The Verge posted a nice video about how to create mixed reality videos with the HTC Vive/SteamVR.
The one big that is sort of missing is more explanation about how you align the real world camera with the virtual one that has the third controller attached. Basically you need to specify in a config file the transform (offset and rotation) from the position of the controller attached to the real camera to the ideal focus point on the camera itself. You also need to specify that cameras “FOV” in a way that makes sense to a game engine.
At a basic level, we just created a test app that drew the virtual controllers and let you type keys to adjust the configuration in real time until they matched. I think I used X,Y,Z for the translation and U,R,F for the rotation axis. Put the real camera on a fixed tripod and adjust until it all looks right. The problem is there are a lot of degrees of freedom and if something like the FOV isn’t set just right you might get things looking just right in one place but they can be significantly off in the distance or at the edges of the view. So you keep moving the controllers and readjust until you lock it in.

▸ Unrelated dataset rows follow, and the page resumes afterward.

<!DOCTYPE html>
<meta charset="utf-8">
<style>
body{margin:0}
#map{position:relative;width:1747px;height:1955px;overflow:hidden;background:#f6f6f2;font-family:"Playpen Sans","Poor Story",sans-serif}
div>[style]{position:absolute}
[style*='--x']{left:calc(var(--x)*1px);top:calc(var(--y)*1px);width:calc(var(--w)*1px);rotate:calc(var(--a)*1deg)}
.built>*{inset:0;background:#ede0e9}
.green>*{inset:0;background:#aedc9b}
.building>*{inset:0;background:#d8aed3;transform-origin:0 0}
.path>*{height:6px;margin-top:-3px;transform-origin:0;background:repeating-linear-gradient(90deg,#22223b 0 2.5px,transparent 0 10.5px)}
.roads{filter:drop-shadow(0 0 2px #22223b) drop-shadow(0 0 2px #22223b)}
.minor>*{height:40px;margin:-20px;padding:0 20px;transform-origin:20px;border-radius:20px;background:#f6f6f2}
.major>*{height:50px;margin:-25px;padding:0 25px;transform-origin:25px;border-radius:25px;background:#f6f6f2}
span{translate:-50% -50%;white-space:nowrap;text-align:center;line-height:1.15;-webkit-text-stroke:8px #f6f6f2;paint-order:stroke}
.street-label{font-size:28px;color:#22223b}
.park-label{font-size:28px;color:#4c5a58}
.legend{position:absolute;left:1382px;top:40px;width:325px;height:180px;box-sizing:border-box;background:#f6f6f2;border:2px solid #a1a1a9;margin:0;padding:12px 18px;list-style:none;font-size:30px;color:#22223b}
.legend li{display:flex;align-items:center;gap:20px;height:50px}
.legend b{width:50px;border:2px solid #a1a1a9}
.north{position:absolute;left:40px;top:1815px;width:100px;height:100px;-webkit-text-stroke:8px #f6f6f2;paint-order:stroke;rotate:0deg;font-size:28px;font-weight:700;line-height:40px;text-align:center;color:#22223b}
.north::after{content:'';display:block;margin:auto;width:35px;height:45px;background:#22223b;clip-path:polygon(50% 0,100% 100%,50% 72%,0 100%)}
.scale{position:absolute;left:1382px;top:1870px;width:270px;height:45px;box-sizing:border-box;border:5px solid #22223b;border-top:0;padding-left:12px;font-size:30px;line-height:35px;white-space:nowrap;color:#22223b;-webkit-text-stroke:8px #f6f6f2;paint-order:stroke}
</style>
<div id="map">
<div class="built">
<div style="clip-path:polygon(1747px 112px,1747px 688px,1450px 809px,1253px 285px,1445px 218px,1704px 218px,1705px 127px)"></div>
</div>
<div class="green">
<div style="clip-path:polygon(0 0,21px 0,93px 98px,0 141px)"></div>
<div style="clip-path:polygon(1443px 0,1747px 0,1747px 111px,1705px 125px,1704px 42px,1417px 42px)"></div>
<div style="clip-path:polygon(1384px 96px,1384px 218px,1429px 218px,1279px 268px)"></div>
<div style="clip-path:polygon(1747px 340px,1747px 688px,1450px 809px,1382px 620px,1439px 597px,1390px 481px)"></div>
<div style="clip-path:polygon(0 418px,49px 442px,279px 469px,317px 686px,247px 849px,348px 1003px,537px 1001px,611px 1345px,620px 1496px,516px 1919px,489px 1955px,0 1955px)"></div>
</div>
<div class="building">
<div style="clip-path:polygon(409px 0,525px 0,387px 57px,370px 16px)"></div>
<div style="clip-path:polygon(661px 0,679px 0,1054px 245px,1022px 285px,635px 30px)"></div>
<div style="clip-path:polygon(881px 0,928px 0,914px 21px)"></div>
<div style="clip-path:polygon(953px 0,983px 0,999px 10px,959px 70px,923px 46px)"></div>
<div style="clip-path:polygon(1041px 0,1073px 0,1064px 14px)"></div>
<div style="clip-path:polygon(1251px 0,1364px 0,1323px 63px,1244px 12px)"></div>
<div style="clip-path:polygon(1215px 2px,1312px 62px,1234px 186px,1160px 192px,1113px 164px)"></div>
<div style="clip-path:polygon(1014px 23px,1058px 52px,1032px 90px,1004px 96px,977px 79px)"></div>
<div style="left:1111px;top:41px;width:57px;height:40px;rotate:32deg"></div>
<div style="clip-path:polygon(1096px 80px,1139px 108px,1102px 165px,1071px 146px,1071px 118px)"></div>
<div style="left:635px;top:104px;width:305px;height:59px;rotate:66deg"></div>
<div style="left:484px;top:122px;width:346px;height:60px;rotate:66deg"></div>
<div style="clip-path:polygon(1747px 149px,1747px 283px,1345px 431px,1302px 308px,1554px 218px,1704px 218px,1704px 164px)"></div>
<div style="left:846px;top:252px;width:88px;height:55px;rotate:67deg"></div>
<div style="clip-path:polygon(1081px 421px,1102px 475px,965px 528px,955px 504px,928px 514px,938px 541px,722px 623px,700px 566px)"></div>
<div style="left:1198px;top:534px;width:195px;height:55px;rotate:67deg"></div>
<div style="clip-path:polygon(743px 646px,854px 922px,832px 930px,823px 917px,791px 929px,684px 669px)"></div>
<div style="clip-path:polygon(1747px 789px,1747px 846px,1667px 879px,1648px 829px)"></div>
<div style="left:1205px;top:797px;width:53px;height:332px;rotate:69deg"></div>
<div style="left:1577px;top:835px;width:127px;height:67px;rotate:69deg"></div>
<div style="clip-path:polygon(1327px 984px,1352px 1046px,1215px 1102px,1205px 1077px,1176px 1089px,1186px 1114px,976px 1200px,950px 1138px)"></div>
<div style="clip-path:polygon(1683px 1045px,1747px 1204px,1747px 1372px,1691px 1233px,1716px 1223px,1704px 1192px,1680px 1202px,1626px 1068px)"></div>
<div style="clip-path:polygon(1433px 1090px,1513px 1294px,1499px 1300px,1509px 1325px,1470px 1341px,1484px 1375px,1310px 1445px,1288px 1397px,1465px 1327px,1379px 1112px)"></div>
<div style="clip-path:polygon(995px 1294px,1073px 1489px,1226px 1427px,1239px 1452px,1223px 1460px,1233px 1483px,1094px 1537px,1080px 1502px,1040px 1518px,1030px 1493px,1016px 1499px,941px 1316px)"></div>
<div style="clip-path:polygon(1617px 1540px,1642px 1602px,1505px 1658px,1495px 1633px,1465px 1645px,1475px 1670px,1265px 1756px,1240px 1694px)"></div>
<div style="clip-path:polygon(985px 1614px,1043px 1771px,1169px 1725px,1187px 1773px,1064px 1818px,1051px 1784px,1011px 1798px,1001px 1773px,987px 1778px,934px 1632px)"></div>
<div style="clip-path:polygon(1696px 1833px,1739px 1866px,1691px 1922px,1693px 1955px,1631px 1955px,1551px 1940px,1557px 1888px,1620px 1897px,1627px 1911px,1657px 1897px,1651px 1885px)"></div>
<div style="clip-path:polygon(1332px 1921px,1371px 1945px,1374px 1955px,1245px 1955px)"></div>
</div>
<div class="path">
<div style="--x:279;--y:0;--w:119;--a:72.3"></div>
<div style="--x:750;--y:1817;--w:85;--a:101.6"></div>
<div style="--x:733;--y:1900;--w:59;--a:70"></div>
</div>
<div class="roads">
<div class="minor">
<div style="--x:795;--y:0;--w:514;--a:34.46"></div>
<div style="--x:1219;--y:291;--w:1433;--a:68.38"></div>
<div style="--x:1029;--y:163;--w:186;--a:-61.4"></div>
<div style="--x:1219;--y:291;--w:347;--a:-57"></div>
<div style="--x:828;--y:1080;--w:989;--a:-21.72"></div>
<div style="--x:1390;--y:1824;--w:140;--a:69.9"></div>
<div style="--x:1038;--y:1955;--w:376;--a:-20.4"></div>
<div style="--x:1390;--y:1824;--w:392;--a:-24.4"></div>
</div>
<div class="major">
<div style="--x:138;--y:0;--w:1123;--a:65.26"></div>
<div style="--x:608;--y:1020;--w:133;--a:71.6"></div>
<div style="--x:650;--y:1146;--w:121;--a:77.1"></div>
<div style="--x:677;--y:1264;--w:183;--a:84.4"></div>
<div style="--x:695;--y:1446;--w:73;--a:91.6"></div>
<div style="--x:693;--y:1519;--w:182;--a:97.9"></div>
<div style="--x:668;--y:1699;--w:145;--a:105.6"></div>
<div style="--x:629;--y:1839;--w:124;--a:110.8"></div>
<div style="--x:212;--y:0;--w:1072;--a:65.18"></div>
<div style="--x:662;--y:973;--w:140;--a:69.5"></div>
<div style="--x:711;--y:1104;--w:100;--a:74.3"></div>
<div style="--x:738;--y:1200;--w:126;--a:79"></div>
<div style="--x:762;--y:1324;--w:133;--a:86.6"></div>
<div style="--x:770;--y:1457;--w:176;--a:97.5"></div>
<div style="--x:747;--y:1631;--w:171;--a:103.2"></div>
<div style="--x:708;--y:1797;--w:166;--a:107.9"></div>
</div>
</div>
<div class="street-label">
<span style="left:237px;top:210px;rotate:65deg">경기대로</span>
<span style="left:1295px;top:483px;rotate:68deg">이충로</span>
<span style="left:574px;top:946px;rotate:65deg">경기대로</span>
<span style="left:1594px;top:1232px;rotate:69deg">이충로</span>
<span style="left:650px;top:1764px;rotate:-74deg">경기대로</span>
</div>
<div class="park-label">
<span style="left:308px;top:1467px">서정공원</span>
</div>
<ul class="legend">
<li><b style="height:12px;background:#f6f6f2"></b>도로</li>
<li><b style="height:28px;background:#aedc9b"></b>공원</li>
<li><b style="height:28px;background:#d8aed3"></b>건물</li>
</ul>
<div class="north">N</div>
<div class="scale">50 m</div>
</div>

Or of course if you have more than two controllers you can do it more easily. Since we had plenty of controllers around Valve we were able to track 8 of them at the same time (plus the HMD and the extra controller on the camera of course!) So we distributed them around and used alignment points on the real camera with alignment lines we drew in the test app to line them all up.
This photo shows the actual configuration of the cameras during calibration. Notice that we lined up several of the controllers on the specific alignment points, some in the foreground and some further out.
And this photo shows me getting things roughly in position in the test app with the controllers just in a circle. You can see the real camera view on the back monitor and the virtual one showing the exact same controllers right in front of me.
Hopefully soon more precise ways to do this will be available. Ideally you could have fiducial markers that software can just read to get the exact alignment of the camera. Also you could measure the distortion of the real-world camera and adjust for that. For example we noticed that our alignment was slightly off near the outsides of the frame and you could adjust for that when rending the mixed reality view of the game. In practice this latter effect was pretty small and since typically not a lot of action is happening at the edges people won’t notice much.